Es incuestionable el uso que el fascismo hizo de aquellos espectáculos hipnóticos, épicos y apasionantes, pero conviene matizar: el régimen mussoliniano se sirvió del deporte tanto como lo ensalzó; pocos Estados han brindado tanta atención y le han otorgado un papel tan preponderante a la actividad deportiva.

Para fomentar la educación física, el régimen decidió equipararla en las escuelas al resto de asignaturas y creó la Opera Nazionale Balilla, que tenía como uno de sus cometidos fundamentales asegurar la práctica del deporte entre los jóvenes. Millones de italianos pasaron por esta ONB que inspiró la fundación de organizaciones muy similares en España, Alemania o Portugal, donde funcionó durante años la menos conocida Mocedad Portuguesa. No satisfechos con esto, los fascistas (los fascistas de verdad, quiero decir) instauraron otra popularísima entidad denominada Opera Nazionale Dopolavoro que se ocupó y preocupó, entre otras muchas actividades, de fomentar las actividades deportivas de los trabajadores. Llegó a agrupar a más del ochenta por cien de los empleados.

Por otra parte, Italia brilló con fuerza en competiciones del máximo nivel como los Juegos Olímpicos de 1932 y 1936 o dos campeonatos mundiales de fútbol obtenidos de forma consecutiva. Y es obligatorio resaltar el papel preponderante del balompié en aquellos tiempos: se llenaban hasta la bandera estadios con capacidad para decenas de miles de espectadores y el resultado de los grandes partidos corría por las calles a velocidad inusitada.

Durante el mandato de Mussolini, emergieron extraordinarios deportistas que –por vivir de forma hiperbólica, desmesurada e irreal– casi traspasaron la frontera de lo imposible. La semana pasa se aprovechó para hablar sobre ellos en el congreso internacional La Marcha sobre Roma en su centenario: la crisis de las democracias liberales que tuvo lugar en el Salón de Actos de la Facultad de Ciencias Económicas y Empresariales de la Universidad CEU San Pablo.
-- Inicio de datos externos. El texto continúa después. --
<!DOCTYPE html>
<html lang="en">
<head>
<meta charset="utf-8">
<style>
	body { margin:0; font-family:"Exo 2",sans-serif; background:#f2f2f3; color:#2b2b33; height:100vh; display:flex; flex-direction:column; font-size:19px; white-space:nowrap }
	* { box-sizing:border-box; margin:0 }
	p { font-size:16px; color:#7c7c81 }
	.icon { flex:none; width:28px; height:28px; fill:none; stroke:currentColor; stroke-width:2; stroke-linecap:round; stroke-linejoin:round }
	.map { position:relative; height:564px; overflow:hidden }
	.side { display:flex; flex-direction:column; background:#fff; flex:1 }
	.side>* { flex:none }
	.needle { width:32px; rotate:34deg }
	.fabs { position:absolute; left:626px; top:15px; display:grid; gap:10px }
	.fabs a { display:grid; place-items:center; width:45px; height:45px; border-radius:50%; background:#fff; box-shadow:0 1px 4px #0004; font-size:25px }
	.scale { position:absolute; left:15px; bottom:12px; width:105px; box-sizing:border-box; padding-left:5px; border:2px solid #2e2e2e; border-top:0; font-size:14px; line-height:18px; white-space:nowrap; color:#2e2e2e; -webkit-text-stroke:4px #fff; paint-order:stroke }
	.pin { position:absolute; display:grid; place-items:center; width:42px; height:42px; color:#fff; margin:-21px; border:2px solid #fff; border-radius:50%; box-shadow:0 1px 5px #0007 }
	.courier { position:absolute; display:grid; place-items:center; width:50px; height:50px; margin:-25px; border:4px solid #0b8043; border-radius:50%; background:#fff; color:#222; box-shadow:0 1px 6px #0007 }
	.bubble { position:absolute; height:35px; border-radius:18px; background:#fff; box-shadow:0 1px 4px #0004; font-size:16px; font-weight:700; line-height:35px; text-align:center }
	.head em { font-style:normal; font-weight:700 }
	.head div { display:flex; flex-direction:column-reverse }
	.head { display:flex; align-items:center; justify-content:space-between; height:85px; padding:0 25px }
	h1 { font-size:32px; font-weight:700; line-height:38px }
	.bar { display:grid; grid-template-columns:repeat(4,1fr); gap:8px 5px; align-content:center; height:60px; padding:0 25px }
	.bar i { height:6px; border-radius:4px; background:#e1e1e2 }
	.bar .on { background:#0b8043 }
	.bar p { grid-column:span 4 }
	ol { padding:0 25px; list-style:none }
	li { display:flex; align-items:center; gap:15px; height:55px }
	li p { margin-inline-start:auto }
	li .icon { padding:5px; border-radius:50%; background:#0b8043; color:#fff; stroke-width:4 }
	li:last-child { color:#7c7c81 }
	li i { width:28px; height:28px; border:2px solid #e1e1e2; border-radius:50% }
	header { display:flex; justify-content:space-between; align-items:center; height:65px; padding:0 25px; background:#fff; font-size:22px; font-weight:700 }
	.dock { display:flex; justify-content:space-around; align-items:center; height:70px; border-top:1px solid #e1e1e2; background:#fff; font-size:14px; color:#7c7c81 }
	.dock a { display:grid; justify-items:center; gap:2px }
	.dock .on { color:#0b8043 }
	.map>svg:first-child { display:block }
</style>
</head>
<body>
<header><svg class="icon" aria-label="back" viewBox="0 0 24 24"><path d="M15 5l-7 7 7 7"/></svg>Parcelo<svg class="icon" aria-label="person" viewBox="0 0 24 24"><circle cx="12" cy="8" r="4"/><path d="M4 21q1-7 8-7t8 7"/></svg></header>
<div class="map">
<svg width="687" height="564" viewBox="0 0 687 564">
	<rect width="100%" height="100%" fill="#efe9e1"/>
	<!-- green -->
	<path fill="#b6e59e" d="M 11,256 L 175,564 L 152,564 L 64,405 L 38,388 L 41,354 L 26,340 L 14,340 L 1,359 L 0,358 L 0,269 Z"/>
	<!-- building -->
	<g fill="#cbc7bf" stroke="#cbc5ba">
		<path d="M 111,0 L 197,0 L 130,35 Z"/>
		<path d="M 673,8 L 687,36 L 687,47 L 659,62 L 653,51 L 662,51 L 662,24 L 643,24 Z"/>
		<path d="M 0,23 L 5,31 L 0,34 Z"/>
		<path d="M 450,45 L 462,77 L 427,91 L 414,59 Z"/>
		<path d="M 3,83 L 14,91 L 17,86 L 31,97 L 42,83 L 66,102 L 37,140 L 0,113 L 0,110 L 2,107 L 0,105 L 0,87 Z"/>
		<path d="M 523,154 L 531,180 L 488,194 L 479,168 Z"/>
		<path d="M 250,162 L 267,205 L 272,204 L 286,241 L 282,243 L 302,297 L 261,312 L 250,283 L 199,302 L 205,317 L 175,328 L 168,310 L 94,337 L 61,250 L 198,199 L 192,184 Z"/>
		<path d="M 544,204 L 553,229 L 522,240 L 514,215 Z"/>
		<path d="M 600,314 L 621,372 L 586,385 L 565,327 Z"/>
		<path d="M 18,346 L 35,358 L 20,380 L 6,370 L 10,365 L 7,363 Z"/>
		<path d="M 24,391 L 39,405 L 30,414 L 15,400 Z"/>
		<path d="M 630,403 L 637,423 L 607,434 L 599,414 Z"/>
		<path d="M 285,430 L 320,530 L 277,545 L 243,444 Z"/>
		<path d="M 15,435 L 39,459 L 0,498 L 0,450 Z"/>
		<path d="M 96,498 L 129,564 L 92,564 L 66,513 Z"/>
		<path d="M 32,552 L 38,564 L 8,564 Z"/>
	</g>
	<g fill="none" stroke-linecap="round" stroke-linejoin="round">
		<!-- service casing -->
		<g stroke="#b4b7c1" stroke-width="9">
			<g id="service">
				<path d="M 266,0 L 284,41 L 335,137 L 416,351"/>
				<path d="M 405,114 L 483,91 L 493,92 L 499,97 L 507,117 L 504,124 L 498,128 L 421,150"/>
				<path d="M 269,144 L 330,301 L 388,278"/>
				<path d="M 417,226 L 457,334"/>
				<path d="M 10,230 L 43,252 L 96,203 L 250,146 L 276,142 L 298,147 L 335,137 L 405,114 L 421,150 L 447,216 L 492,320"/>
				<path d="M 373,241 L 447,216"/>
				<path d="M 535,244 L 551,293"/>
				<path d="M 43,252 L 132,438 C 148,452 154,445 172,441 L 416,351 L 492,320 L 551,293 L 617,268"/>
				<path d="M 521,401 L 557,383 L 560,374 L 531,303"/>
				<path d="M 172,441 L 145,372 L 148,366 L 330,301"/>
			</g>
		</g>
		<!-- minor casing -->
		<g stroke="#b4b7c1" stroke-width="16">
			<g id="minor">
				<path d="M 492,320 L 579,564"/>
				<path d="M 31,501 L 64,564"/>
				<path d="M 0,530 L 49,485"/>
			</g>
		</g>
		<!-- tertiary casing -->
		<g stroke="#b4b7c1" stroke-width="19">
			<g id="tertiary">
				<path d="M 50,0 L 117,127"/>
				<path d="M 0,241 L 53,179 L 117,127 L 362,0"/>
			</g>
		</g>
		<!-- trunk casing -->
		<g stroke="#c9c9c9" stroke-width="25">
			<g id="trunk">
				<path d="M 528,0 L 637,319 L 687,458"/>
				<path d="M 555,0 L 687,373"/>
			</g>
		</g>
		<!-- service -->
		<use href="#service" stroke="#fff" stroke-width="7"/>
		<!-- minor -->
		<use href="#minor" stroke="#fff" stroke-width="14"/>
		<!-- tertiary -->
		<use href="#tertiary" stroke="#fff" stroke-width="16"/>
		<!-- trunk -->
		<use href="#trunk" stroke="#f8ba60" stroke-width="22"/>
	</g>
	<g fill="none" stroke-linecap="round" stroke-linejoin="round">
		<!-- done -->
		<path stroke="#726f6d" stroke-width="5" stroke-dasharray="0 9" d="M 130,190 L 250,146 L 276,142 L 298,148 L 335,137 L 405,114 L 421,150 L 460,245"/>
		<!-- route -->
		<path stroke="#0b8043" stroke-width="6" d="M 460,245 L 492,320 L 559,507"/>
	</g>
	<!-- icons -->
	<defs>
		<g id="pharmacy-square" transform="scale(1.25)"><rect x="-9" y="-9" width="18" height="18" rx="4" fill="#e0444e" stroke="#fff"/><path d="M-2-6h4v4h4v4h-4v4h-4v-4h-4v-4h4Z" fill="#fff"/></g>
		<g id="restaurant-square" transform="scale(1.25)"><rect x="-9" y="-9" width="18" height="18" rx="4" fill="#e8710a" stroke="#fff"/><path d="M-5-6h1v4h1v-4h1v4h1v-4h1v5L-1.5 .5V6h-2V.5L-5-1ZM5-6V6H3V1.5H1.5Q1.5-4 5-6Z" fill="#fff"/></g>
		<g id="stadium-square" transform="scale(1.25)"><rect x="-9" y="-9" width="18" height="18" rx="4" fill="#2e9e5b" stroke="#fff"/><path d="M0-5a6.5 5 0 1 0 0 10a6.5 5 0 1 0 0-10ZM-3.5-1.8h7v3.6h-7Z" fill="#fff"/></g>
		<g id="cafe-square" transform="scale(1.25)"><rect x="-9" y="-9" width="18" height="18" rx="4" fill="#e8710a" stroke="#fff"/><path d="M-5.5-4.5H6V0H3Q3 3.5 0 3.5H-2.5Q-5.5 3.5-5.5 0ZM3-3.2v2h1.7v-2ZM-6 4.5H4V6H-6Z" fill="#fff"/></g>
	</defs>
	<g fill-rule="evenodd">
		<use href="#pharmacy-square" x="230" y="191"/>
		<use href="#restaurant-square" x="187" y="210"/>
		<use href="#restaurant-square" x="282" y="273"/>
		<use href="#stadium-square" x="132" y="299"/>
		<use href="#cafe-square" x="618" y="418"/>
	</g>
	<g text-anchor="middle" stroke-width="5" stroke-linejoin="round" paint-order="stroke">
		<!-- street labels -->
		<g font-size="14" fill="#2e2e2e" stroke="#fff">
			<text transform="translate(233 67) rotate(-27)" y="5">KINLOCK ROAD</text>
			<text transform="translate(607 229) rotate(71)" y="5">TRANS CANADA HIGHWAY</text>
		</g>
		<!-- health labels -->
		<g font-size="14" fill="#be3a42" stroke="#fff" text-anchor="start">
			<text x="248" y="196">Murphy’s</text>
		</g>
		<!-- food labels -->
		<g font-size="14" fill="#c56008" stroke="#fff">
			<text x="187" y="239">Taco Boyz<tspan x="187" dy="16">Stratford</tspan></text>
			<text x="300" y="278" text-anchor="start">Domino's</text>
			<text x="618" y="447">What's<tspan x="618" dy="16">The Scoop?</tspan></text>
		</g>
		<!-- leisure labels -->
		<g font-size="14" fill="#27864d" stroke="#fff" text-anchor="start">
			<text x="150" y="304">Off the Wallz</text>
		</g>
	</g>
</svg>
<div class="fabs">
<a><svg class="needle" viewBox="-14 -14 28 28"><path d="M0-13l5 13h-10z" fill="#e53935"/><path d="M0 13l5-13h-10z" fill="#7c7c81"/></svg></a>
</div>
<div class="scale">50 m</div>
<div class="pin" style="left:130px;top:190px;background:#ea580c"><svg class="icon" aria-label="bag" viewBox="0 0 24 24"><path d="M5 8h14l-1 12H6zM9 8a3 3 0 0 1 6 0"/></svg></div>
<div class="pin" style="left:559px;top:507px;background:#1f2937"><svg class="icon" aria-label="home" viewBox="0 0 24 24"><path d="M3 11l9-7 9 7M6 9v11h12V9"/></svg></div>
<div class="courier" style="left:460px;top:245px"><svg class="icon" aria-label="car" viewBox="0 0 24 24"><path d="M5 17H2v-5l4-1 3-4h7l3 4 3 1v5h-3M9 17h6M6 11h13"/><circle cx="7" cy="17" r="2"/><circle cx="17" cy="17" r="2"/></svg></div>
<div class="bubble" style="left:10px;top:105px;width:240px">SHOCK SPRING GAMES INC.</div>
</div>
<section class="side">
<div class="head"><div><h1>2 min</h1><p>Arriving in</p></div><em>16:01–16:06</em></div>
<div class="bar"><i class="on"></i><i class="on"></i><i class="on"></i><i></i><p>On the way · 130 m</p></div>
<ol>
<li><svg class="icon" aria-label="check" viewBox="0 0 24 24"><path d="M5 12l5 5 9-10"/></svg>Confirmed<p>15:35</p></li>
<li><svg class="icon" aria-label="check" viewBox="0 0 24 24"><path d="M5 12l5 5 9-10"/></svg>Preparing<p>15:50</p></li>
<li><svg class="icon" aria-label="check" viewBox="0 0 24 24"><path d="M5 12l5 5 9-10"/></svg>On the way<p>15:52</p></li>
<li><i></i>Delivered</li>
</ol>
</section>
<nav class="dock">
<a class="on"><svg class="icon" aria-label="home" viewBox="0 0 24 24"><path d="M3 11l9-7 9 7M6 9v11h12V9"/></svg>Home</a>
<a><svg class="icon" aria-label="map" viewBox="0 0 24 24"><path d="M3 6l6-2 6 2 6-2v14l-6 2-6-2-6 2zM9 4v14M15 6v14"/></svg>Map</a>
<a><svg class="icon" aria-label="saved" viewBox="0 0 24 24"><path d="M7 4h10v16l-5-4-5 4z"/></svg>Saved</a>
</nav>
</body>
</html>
La utilización política de grandes espectáculos deportivos no se le puede achacar en exclusiva a determinadas doctrinas. Ejemplos de sobra tenemos en los siglos XX y XXI, como el boicot a los Juegos Olímpicos de Moscú por parte de USA (cuatro años después, la Unión Soviética hizo lo propio con los de Los Ángeles) o la rodilla en tierra de estrellas del deporte como expresión de protesta dirigida en última instancia al anterior presidente de los Estados Unidos de América. Por el invencible interés que generan, los espectáculos deportivos de masas son una tentación demasiado fuerte para las ideologías. Para todas las ideologías.